Collect every line of the records below that contains the word "Cercle".

------ Material supplied ------

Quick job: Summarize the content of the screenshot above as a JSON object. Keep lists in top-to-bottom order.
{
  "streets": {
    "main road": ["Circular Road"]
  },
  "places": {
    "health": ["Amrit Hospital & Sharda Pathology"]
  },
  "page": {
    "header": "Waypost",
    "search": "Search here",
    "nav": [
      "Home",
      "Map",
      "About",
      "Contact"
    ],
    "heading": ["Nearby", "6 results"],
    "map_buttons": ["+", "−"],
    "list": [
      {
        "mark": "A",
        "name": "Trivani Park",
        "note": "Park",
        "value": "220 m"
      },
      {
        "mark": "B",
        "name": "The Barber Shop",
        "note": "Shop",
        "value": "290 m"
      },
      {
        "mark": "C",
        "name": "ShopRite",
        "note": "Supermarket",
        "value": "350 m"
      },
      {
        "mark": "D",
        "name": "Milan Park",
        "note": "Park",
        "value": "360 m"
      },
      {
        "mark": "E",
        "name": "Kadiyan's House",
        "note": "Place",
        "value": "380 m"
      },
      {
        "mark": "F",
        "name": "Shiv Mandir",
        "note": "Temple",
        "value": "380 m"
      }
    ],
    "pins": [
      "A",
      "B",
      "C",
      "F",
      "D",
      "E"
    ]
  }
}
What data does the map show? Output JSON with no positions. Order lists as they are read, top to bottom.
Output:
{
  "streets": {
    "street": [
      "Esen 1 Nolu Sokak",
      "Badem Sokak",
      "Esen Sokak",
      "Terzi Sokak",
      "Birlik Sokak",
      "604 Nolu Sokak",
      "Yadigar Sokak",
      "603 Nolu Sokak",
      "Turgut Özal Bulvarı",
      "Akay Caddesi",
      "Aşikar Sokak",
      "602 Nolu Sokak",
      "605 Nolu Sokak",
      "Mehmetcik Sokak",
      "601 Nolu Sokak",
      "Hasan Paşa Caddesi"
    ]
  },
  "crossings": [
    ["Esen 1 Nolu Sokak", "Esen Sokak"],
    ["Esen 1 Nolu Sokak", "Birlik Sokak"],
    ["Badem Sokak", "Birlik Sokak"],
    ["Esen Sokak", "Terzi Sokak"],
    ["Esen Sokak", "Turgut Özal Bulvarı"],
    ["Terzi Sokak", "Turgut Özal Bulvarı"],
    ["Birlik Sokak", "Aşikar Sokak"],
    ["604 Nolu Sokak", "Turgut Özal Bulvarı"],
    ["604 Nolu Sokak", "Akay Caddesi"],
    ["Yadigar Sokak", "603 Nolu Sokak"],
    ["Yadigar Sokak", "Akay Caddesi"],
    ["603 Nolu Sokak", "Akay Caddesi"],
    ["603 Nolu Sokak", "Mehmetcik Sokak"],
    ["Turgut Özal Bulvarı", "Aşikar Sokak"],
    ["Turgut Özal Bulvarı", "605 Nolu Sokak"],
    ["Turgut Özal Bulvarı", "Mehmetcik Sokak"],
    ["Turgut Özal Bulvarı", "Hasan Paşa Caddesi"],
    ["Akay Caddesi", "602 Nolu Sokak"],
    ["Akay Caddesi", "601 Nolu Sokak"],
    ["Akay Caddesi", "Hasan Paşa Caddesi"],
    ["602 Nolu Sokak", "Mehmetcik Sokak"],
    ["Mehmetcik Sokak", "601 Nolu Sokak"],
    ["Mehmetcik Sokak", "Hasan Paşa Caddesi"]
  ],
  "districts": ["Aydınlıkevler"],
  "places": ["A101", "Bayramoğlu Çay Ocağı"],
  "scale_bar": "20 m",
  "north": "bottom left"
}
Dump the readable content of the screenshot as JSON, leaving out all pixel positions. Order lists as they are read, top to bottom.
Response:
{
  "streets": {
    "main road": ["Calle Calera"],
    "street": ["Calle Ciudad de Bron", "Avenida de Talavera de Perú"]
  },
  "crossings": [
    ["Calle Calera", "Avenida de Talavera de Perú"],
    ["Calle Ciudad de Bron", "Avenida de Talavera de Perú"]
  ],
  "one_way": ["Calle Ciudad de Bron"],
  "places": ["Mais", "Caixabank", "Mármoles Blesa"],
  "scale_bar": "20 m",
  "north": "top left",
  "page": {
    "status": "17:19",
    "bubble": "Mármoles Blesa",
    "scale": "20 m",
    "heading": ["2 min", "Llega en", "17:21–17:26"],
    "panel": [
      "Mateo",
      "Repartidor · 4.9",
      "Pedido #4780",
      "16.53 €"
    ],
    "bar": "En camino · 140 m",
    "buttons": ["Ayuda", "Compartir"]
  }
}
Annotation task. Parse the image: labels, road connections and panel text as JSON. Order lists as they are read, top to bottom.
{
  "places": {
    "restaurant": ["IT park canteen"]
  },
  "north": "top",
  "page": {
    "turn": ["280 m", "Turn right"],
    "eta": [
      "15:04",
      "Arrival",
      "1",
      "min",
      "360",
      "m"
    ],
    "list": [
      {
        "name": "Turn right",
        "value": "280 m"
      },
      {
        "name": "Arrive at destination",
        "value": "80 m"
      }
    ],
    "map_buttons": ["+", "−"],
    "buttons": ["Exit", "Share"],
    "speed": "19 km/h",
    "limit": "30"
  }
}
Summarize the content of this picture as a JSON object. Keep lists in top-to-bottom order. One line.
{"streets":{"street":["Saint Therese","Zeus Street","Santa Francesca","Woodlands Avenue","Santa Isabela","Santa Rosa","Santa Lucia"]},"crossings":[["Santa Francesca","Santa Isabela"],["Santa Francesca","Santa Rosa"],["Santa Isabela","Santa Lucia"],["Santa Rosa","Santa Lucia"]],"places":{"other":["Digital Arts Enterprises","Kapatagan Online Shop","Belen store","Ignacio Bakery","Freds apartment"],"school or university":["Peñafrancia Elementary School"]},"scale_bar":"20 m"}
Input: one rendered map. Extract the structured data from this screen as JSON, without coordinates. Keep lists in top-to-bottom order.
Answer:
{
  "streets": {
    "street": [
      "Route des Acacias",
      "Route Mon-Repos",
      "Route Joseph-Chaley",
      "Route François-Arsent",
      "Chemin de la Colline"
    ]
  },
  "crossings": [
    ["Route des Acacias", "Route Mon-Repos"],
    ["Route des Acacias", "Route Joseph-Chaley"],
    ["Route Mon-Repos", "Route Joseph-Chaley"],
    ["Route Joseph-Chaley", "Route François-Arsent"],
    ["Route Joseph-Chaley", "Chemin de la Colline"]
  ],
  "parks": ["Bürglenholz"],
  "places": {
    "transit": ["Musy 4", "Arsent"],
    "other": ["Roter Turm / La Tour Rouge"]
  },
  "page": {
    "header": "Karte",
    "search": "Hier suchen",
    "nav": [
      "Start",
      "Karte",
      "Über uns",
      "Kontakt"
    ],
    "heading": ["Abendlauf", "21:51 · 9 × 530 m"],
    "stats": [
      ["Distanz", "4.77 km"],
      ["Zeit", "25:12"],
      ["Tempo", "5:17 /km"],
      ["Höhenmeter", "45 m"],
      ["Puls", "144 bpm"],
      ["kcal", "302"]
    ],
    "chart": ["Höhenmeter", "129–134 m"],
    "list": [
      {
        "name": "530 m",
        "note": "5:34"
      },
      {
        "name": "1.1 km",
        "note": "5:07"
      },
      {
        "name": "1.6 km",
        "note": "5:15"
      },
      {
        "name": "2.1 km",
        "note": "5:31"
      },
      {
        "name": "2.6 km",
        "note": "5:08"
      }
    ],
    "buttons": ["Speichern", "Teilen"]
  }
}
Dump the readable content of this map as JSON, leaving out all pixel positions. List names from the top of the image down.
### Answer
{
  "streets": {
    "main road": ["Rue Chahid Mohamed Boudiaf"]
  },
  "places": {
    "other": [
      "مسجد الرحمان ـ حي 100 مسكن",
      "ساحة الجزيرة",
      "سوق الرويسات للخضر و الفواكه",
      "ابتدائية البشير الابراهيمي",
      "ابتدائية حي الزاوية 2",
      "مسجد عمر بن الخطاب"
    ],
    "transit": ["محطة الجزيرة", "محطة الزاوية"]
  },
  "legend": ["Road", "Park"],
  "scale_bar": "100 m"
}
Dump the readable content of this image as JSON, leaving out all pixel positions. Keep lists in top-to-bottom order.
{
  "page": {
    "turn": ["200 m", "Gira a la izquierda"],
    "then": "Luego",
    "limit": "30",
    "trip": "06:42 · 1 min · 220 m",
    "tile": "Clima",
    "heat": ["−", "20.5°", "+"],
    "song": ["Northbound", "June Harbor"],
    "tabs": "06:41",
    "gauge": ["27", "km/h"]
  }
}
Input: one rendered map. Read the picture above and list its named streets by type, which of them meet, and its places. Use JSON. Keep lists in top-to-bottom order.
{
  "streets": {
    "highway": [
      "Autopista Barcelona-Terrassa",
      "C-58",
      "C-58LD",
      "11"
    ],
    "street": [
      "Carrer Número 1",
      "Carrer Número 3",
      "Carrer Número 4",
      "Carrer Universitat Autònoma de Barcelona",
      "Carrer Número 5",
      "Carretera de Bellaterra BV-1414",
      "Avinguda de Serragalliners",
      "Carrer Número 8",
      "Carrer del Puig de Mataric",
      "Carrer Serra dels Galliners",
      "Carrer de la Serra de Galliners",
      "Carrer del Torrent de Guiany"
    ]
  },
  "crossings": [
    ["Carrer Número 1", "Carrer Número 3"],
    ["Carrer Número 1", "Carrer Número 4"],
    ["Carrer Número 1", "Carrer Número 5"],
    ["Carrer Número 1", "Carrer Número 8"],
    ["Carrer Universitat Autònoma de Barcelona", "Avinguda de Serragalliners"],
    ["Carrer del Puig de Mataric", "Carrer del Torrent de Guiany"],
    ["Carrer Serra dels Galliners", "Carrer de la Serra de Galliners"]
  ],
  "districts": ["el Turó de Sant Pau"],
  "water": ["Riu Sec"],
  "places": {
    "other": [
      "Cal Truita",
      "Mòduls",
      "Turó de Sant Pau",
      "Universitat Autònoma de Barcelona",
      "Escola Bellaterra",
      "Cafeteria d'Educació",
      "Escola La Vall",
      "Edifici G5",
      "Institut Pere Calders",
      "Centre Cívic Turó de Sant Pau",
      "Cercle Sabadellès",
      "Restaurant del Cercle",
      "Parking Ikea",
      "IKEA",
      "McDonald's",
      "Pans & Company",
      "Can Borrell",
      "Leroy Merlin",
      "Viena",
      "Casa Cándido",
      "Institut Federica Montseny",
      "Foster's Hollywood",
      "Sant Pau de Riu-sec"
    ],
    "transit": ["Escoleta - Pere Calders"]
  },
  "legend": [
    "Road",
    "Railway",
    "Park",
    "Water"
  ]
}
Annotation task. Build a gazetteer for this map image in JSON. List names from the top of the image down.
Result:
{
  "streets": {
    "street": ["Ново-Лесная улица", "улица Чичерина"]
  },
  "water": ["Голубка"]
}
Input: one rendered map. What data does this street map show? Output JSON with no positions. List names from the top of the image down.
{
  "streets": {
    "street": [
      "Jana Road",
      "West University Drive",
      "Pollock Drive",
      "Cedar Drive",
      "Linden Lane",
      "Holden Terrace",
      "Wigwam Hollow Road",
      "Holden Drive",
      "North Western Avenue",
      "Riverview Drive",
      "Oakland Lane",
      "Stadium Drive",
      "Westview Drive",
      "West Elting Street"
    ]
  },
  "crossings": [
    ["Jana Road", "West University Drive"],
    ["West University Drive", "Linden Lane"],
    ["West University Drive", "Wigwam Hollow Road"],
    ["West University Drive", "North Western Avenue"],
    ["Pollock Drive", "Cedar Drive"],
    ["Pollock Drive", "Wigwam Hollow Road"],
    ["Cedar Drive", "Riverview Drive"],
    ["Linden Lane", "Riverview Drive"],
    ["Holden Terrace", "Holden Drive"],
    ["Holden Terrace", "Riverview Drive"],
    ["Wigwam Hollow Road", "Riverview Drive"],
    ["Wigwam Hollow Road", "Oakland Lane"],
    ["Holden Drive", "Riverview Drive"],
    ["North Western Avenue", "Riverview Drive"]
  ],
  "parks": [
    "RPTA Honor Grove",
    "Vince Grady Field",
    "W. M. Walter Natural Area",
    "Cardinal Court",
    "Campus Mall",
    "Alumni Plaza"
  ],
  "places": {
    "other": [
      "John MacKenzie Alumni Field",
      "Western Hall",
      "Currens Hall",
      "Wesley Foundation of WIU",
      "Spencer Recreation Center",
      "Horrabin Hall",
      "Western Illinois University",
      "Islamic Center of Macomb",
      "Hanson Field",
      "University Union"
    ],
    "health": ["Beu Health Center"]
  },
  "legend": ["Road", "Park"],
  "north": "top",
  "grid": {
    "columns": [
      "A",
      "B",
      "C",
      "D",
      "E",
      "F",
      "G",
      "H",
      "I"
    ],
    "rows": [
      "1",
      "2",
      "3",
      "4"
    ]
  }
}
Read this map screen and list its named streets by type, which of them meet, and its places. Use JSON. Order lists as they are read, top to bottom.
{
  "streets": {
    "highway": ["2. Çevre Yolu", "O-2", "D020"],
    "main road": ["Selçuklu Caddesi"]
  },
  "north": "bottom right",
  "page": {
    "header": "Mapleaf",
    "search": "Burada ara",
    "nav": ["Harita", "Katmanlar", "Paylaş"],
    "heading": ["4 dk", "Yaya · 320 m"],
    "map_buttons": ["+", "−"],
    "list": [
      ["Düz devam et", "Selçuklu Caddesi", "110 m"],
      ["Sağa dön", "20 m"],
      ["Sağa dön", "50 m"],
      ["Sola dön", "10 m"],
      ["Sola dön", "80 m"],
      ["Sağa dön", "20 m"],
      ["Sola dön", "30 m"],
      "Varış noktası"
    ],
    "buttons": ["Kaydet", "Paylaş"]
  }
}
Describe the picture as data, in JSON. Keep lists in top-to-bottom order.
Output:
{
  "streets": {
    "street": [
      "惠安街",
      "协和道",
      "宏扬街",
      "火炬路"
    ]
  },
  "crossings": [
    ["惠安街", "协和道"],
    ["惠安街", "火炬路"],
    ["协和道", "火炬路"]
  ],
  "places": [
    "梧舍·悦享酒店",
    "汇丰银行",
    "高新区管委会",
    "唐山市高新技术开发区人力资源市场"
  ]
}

------

▸ Task solution:
      "Cercle Sabadellès",
      "Restaurant del Cercle",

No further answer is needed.